I installed the vicious v3 last night after doing nandroid backup. I then wiped data/cache and installed JB. Bootloop...so I said screw it and restored my backup...bootloop. So I then wiped cache partition/data 3 times and installed the JB rom. It took that time. Then when it booted up I had a ton of market errors and got pissed. So I think wiped again 3 times and restored my backup...and this time it took with no bootloop. I honestly have NO idea why it worked after wiping 3 times, but thats what I read someone else did and it took. I'm not safely restored and all is well with my AOKP rom.


----------



## Hobo (Jan 17, 2012)

I got the boot loop after a restore with tibu and couldn't properly wipe until I reinstalled jelly bean again. Now the 2 apps that may have caused the issue was boot manager(something to do with latest a super user or the interactive shell it creates) or nova(only reason I blame it is because it would not restore after reinstalling)

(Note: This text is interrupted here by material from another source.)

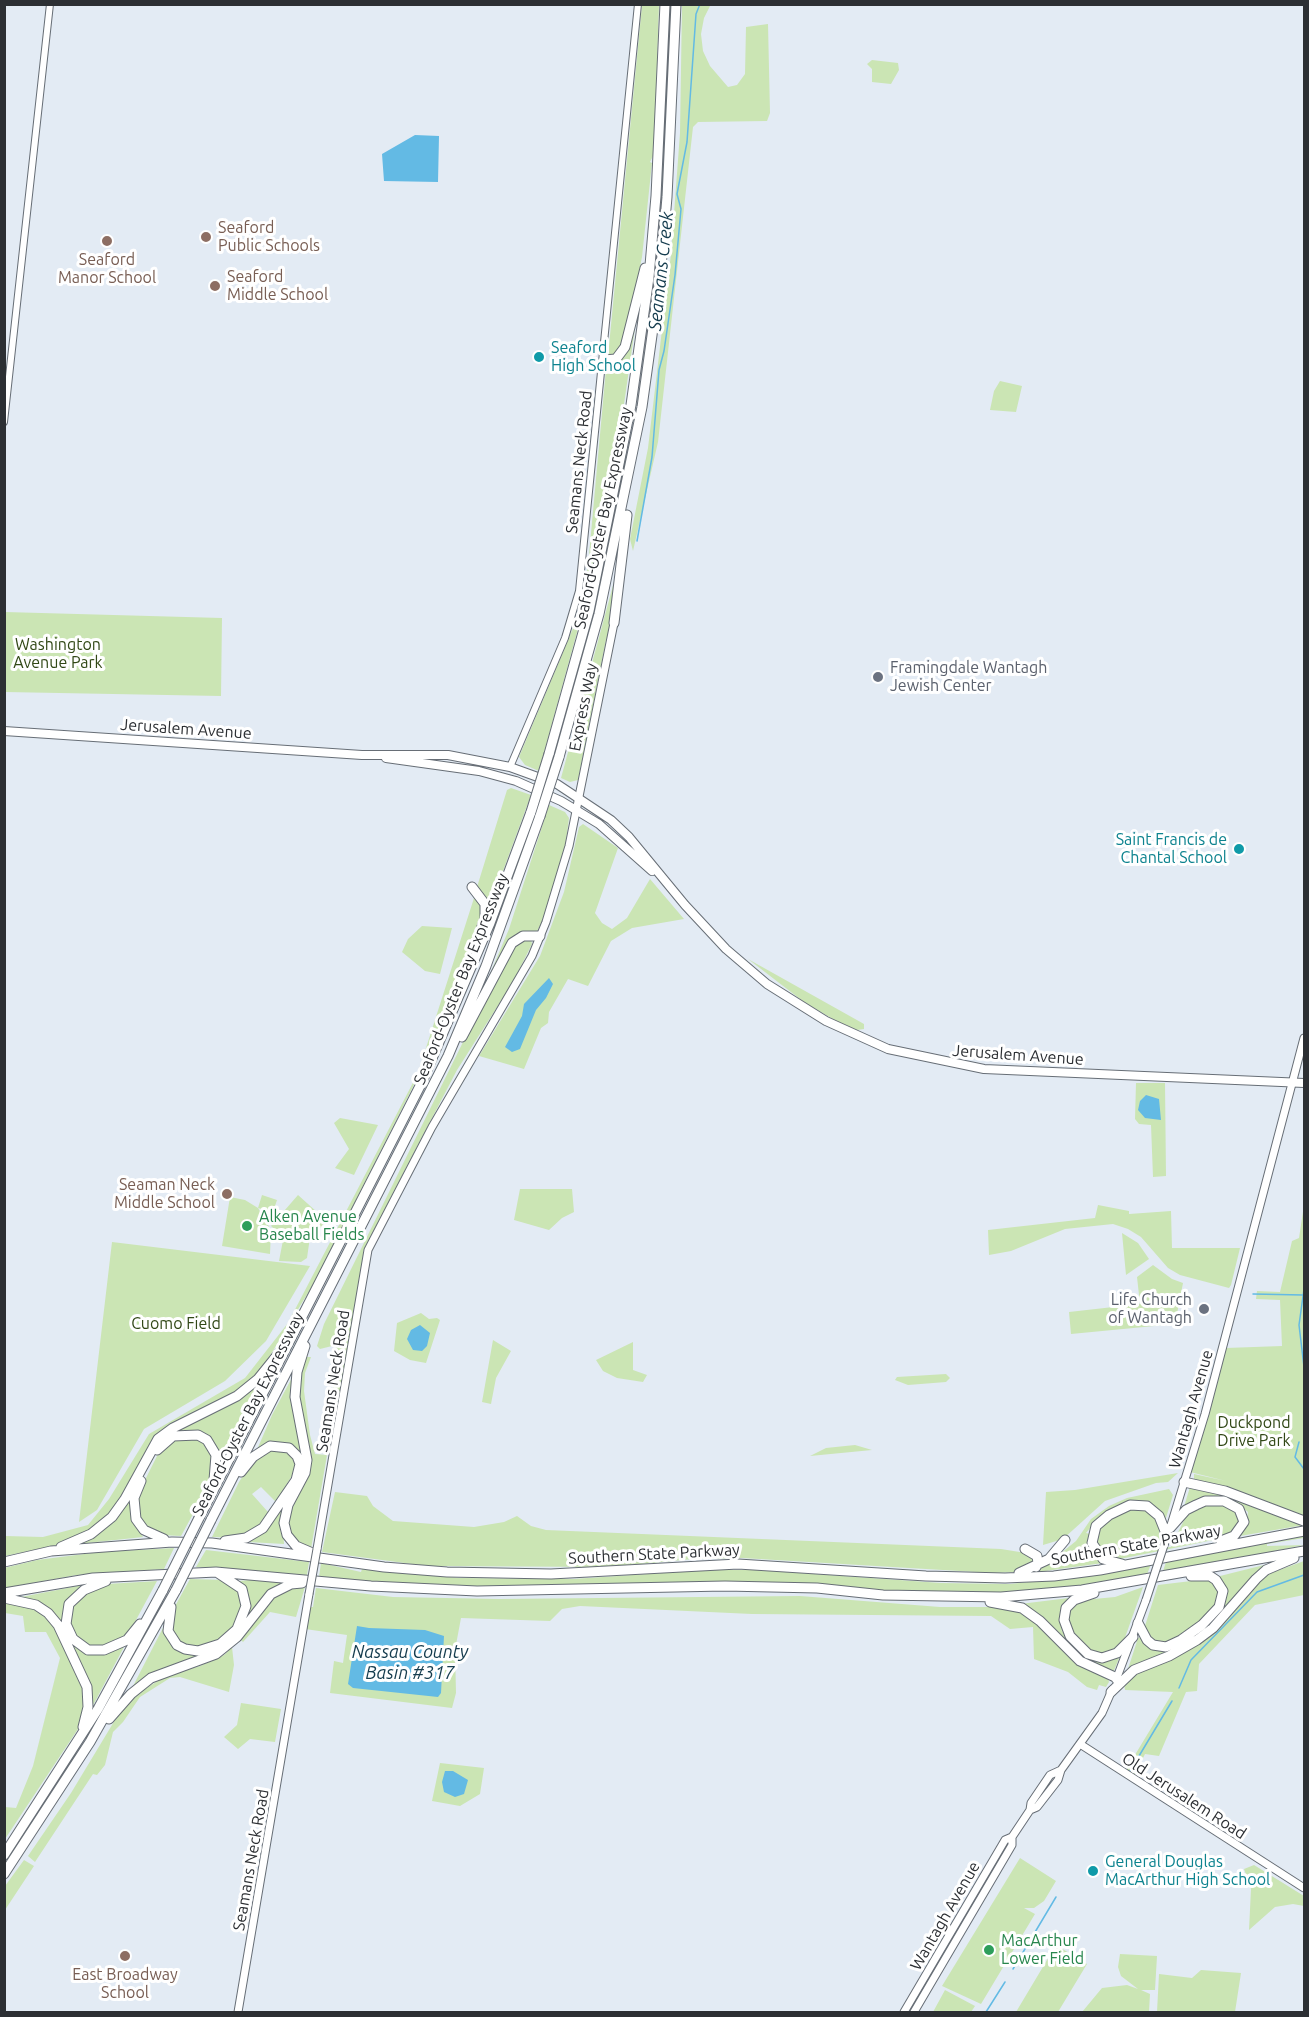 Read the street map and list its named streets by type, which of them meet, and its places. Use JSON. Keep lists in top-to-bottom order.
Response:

Sent from my GNex powered by Liquid


----------



## Barf (Sep 26, 2011)

Hobo said:


> I got the boot loop after a restore with tibu and couldn't properly wipe until I reinstalled jelly bean again. Now the 2 apps that may have caused the issue was boot manager(something to do with latest a super user or the interactive shell it creates) or nova(only reason I blame it is because it would not restore after reinstalling)
> 
> Sent from my GNex powered by Liquid


I don't think its Nova. In the play store it claims to have JB fixes and has not given me a boot loop on vicious or jelly belly.


----------



## blaineevans (Jul 11, 2011)

I've wiped/flashed/wiped/flashed JB so many times, it's never looped on me. I don't get it.


----------



## rockstar323 (Sep 24, 2011)

In clockwork recovery I went into mounts/storage mounted system data and cache and then formated them within that menu. I also factory reset and wiped dalvik just to be safe and that fixed my bootloops and let me flash a nandroid backup and recently flashed jellybelly. It seems my data wasn't mounting so even though I did like 5-6 factory resets it wasn't actually wiping my data so when I have installed a ROM or tried to restore a backup the data wouldn't overwrite thus boot loops.


----------



## quarterinchkilla (Sep 28, 2011)

blaineevans said:


> I've wiped/flashed/wiped/flashed JB so many times, it's never looped on me. I don't get it.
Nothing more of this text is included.